Hotel de Paree (1959)
"Hotel De Paree" was a half hour western that ran on CBS during the '59-'60 television season. It was another of the "gimmick" westerns running during that time as westerns were slowly but surely fading from the television landscape and relying on gimmicks to keep audience interest. This one had one of the strangest gimmicks of all as the gimmick was a hatband!!! worn by the hero, Sundance, made up of a series of brightly polished metal discs and used to temporarily blind an opponent during a gunfight as the bright sun reflected off the hatband. Honestly, this is too strange to make up! Played by Earl Holliman, Sundance is an ex-convict who inherits partnership in the hotel of the title and shares ownership (and perhaps more?) with the co-owner, Mrs. Devereaux (played by Jeannette Nolan), and her beautiful young niece Monique. Veteran character actor Strother Martin portrayed storekeeper Aaron, Sundance's best friend.
Everything about this series was slightly strange. Beginning with the unlikely title of the program, to the gimmicky shiny hatband, right down to Sundance's strange (almost bizarre) relationship with BOTH Mrs.

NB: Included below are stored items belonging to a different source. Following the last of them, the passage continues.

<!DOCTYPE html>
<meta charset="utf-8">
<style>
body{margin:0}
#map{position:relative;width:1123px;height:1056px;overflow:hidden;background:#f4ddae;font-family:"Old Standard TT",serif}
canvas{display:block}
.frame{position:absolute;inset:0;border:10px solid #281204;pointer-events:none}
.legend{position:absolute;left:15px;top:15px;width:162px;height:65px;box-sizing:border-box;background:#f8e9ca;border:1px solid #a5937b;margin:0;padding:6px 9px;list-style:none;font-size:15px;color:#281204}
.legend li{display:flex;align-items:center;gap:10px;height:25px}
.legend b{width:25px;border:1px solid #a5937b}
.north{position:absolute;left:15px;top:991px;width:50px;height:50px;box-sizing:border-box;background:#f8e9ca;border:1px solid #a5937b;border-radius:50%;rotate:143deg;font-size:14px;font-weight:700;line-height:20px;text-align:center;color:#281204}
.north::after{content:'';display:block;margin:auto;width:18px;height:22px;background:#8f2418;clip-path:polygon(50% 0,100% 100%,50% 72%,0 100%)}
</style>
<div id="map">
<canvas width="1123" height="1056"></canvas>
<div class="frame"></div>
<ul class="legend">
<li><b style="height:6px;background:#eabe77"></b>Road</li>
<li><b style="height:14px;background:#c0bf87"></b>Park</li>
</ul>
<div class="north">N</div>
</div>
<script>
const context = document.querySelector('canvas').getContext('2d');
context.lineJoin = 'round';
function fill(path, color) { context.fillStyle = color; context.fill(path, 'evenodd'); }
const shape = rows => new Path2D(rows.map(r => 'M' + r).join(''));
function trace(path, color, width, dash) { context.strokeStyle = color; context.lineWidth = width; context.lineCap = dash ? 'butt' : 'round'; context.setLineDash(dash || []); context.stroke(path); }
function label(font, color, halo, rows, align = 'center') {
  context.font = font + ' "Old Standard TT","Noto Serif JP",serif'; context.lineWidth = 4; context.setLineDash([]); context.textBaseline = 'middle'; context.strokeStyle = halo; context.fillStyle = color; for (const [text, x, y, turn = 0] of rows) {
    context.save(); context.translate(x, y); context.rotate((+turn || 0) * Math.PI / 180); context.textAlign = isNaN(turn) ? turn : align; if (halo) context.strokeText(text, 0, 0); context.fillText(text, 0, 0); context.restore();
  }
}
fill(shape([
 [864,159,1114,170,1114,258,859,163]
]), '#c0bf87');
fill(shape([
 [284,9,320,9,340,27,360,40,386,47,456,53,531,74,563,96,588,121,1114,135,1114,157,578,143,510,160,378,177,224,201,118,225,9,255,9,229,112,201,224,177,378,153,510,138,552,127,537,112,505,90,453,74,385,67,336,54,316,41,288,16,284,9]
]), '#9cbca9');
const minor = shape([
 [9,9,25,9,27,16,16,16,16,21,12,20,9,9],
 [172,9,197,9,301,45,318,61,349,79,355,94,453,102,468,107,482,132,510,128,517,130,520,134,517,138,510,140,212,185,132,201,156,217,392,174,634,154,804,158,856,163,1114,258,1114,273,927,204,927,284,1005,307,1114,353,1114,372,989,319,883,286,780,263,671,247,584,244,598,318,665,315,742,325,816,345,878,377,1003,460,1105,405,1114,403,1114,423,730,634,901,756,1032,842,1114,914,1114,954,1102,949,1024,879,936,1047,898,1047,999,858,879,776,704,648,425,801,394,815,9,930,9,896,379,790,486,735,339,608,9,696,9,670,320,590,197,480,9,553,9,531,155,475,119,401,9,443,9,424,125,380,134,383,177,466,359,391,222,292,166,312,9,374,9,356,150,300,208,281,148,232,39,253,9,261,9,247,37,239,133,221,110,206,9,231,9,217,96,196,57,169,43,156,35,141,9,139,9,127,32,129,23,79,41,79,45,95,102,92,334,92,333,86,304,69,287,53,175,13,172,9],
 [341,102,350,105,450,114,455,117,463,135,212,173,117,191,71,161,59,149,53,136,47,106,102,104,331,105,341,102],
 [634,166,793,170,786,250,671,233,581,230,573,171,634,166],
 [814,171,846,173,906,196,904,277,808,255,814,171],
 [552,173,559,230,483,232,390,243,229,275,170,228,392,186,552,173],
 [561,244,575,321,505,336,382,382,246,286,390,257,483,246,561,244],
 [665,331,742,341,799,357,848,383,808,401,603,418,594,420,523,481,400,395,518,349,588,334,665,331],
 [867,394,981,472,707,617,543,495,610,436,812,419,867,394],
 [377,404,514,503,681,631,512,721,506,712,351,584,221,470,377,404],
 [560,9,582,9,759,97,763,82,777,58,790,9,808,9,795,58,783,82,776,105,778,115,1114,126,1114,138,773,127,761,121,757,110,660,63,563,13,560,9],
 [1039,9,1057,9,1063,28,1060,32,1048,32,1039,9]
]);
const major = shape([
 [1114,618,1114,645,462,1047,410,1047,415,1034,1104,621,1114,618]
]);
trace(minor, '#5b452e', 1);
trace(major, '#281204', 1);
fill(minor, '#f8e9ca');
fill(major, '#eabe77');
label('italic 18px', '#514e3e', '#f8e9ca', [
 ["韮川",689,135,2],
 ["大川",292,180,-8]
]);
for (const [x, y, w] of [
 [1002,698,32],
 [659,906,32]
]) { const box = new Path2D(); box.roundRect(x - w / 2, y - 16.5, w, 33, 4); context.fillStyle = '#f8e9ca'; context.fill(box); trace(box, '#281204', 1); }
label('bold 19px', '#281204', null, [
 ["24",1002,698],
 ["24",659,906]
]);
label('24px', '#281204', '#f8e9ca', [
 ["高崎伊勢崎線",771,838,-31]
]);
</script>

Devereaux AND Mrs. Deveraux's niece. Despite it all, this was a strangely watchable series and should have merited a second season.
Better than the rest .
In 1971, the FCC ordered the networks to give back the 7:30 pm (EST) Monday-Friday time slot to the local stations so that they could provide original programming to their local areas. To fill this new time slot a spate of low budget, derivative half hour TV series were churned out for first run syndication and picked up by the local TV stations as their "original" and educational programming. During the initial season ('71-'72) for this programming the underwater adventure series "Primus" was probably the one series of a largely sorry group to slightly stand out. It was certainly better than the rest. Produced by Ivan Tors, who had had previous success in this genre with the superior "Sea Hunt" (of which this series more than slightly resembled) and "Flipper", and with the popular Robert Brown ("Here Come the Brides") in the lead as oceanographer Carter Primus, this series belied its low budget in many ways as more underwater gadgets such as "Big Kate" and "Pegasus" were utilized in various weekly episodes. For the record, former model Eva Renzi played assistant Toni Hyden and Will Kaluva played assistant Charlie Kingman.
Not a bad little series but a few fathoms below "Sea Hunt" in quality.